菊花賞で最後の一冠を手にしたフィエールマン

 今年の菊花賞は、逃げ、先行で良績のある馬が複数いて、それらが真ん中より内の枠に集まった。

 ゲートが開くと、田辺裕信のジェネラーレウーノがアイトーンとの先手争いを制する形でハナに立った。カフジバンガード、エポカドーロのほか、外からコズミックフォースも先団にとりついた。

 クリストフ・ルメールのフィエールマンは中団。その内に武豊のユーキャンスマイルがつけ、直後で池添謙一が乗る1番人気のブラストワンピースがガチッと手綱を押さえている。それらを見ながら後方の外目を進んでいたミルコ・デムーロのエタリオウが、1周目スタンド前でスルスルとポジションを上げ、中団へ。

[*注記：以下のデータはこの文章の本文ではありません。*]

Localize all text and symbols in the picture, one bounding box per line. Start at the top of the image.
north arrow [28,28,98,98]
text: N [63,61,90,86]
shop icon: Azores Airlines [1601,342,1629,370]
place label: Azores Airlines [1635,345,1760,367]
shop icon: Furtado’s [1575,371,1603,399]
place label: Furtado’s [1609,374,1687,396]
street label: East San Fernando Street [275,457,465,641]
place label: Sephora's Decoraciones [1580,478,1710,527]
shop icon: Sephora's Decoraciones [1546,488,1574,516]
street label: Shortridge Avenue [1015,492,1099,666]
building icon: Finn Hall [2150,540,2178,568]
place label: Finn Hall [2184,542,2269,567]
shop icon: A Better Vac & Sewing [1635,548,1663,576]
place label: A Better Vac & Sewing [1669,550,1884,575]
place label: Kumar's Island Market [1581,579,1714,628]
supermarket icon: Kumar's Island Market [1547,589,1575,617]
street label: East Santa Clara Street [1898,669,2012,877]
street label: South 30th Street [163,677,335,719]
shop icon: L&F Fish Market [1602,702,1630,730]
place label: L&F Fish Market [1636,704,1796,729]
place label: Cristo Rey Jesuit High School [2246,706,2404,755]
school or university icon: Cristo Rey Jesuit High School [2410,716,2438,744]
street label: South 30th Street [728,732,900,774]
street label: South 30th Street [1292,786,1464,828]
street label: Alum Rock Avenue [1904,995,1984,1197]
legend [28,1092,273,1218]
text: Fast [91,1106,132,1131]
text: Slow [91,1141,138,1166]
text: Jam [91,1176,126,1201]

 最初の1000mは1分2秒7という、ゆったりした流れになった。

 1、2コーナーを回り、向正面に入った。

 ジェネラーレウーノが引っ張る先行集団はほぼそのまま。中団馬群にフィエールマン、少し後ろの外にエタリオウ、その内にユーキャンスマイル、さらにその後ろにブラストワンピースがつけている。

 2000m通過は2分6秒9。ということは、この1000mは1分4秒2という、最初の1000m以上に遅い流れになったわけだ。

 ラスト800m。3コーナーの坂を下りながら馬群が密度を高めていく。しかし、手が激しく動いている騎手はいない。どの馬も余力を残している。

 内埒沿いを行くジェネラーレウーノが先頭をキープしたまま直線へ。

 スローに落として流れ込みをはかるこの馬をはじめとする先行馬に有利かと思われたが、ここからヨーイドンの瞬発力勝負になってしまった。

 エタリオウが外から一気に進出し、内の馬たちに並びかけた。その後ろからブラストワンピースも脚を伸ばす。

 フィエールマンも手応えはいいが、前を塞がれている。「直線に向いて、ちょっとガマンした」とルメール。

 そのままエタリオウが突き抜けるかに見えたが、内のアフリカンゴールドとの間にできたスペースから、フィエールマンが凄まじい勢いで伸びてきた。同じところからユーキャンスマイルも差を詰めてくる。

 早めに先頭に立ったエタリオウをめぐる、激しい攻防が始まった。

 フィエールマンが並びかけると、外からエタリオウが差し返す。

 2頭並んでフィニッシュしたが、ルメールのフィエールマンが、わずかにハナ差だけ前に出ていた。

「ミルコの馬は外からスムーズだった。ぼくの馬は切れ味があり、すごい瞬発力。負けたと思ってミルコに『おめでとう』と言ってしまいました」

 そう話したルメールは、先週の府中牝馬Sのディアドラ、秋華賞のアーモンドアイ、富士Sのロジクライにつづく重賞騎乗機会4連勝をやってのけた。さり気なく口にした「ちょっとガマン」で前があくのを待った判断も素晴らしかったが、3カ月半ぶりの実戦で、これだけの瞬発力を発揮できる状態に仕上げた陣営の努力に拍手を贈りたい。

 なお、ルメールの重賞騎乗機会4連勝の相棒も、この菊花賞の1〜4着馬も、すべてノーザンファームの生産馬だった。勝負の分かれ目はそこだと言ってしまうと元も子もないが、その強い馬づくりには敬意を表さなければならないだろう。

 ブラストワンピースは4着。瞬発力勝負になると、分が悪かった。

 8着のエポカドーロ、9着のジェネラーレウーノは、おあつらえ向きの流れながら伸びなかったということは、距離が長かったか。